Together with Friedrich von Borries, Matthias Böttger was 2008 the general commissioner and curator for the German contribution "Updating Germany – 100 Projects for a Better Future" to the XI. International Venice Biennale of Architecture. He was a fellow of the Akademie Schloss Solitude in Stuttgart and in 2010 took over the direction of the “aut architektur und tirol”, an Art Association of Architecture in Innsbruck. Since 2011 Matthias Böttger is the artistic director of the German Center of Architecture (DAZ) an initiative of the Association of German Architects (BDA) in Berlin. In 2013 he was the curator for the German contribution "Nos Brasil! We Brazil!" at the X. Bienal de Arquitetura de São Paulo.

== Curatorial activity ==
- 2016: Neue Standards. Zehn Thesen zum Wohnen, DAZ Berlin, KAZ im KuBA Kassel, Neues Museum Nürnberg, ait-Salon Köln, Baukulturzentrum Sachsen, afo Linz, etc.
- 2013: Nós Brasil! We Brazil!, Casa do Povo, a German contribution to the X Bienal de Arquitetura de São Paulo on behalf of the Goethe-Institut and the German Federal Ministry of Transport, Building and Urban Development BMVBS.
- 2012: Why Architecture, German Center for Architecture DAZ, Berlin.
- 2011: Raumproduktion, Seitenlichtsaal, Kunsthalle Düsseldorf.
- 2010: aut.raumproduktion, exhibition series with the conditions of the production of space, aut architektur und tirol, Innsbruck.
- 2009: TV towers. 8,559 Meters of Politics and Architecture, German Architecture Museum (DAM) in Frankfurt.
- 2008: Updating Germany. 100 projects for a better future, German contribution to the Venice Biennale of Architecture, commissioned by the Federal Ministry of Transport, Building and Urban Development BMVBS.
- 2006: Fanshop of Globalization. A traveling exhibition shown in Germany's fan zones during the football World Cup in cooperation with the Federal Agency for Civic Education.

== Writings ==
- with Friedrich von Borries (ed.): Fanshop of Globalisation . Federal Agency for Civic Education, Bonn 2006, ISBN 3-89331-684-1.
- with Friedrich von Borries, Steffen P. Walz (Ed.): Space Time Play – Computergames, Architecture and Urbanism: The Next Level. Birkhäuser, Boston Basel Berlin 2007, ISBN 978-3-7643-8414-2.
- with Friedrich von Borries (ed.): Updating Germany. 100 Projects For a Better Future. Hatje Cantz, Ostfildern -Ruit 2008, ISBN 978-3-7757-2262-9.
- with Friedrich von Borries and Florian Heilmeyer (eds.): Better Future?
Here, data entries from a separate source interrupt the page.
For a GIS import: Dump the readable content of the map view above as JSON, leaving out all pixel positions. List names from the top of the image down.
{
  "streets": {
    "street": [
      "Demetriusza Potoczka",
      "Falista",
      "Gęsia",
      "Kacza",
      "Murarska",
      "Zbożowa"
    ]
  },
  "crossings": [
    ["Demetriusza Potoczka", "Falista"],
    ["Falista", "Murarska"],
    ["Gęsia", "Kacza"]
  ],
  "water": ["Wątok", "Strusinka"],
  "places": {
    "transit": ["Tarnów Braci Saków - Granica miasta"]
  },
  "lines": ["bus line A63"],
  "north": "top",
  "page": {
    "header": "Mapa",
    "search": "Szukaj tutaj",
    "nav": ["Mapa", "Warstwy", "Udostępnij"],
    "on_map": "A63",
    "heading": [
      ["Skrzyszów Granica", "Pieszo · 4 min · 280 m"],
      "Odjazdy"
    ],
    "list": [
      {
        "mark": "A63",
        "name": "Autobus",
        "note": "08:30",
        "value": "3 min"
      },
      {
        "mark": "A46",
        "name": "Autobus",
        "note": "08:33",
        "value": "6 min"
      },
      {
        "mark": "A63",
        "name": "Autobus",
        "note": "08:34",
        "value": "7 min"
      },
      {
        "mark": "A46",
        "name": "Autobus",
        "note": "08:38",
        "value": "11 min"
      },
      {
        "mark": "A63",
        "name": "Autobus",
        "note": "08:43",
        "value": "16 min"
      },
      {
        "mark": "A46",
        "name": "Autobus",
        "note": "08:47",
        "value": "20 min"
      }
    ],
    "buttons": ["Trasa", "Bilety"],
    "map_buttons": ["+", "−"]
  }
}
Searching for the Spaces of Tomorrow. Merve, Berlin 2008, ISBN 978-3-88396-255-9.
- with Friedrich von Borries and Florian Heilmeyer (ed.): TV Towers. 8,559 Meters Politics and Architecture. Jovis, Berlin 2009, ISBN 978-3-86859-024-1.
- with Ludwig Engel and Juliane Otterbach (ed.): Talking futures. A miniature book about utopias and futures. Lost Books, Stuttgart 2010, ISBN 978-0-95676-410-2.
- with Angelika Fitz (ed.): WELTSTADT – Nós Brasil! We Brazil. Goethe Institute, Munich, 2013, ISBN 978-3-939670-93-3.
- with Stefan Carsten and Ludwig Engel, Speculations Transformations – Thoughts on the Future of Germany's Cities and Regions, Zürich 2016, ISBN 978-3-03778-478-5.
- with Olaf Bahner, Neue Standards. Zehn Thesen zum Wohnen, Berlin 2016, ISBN 978-3-86859-454-6.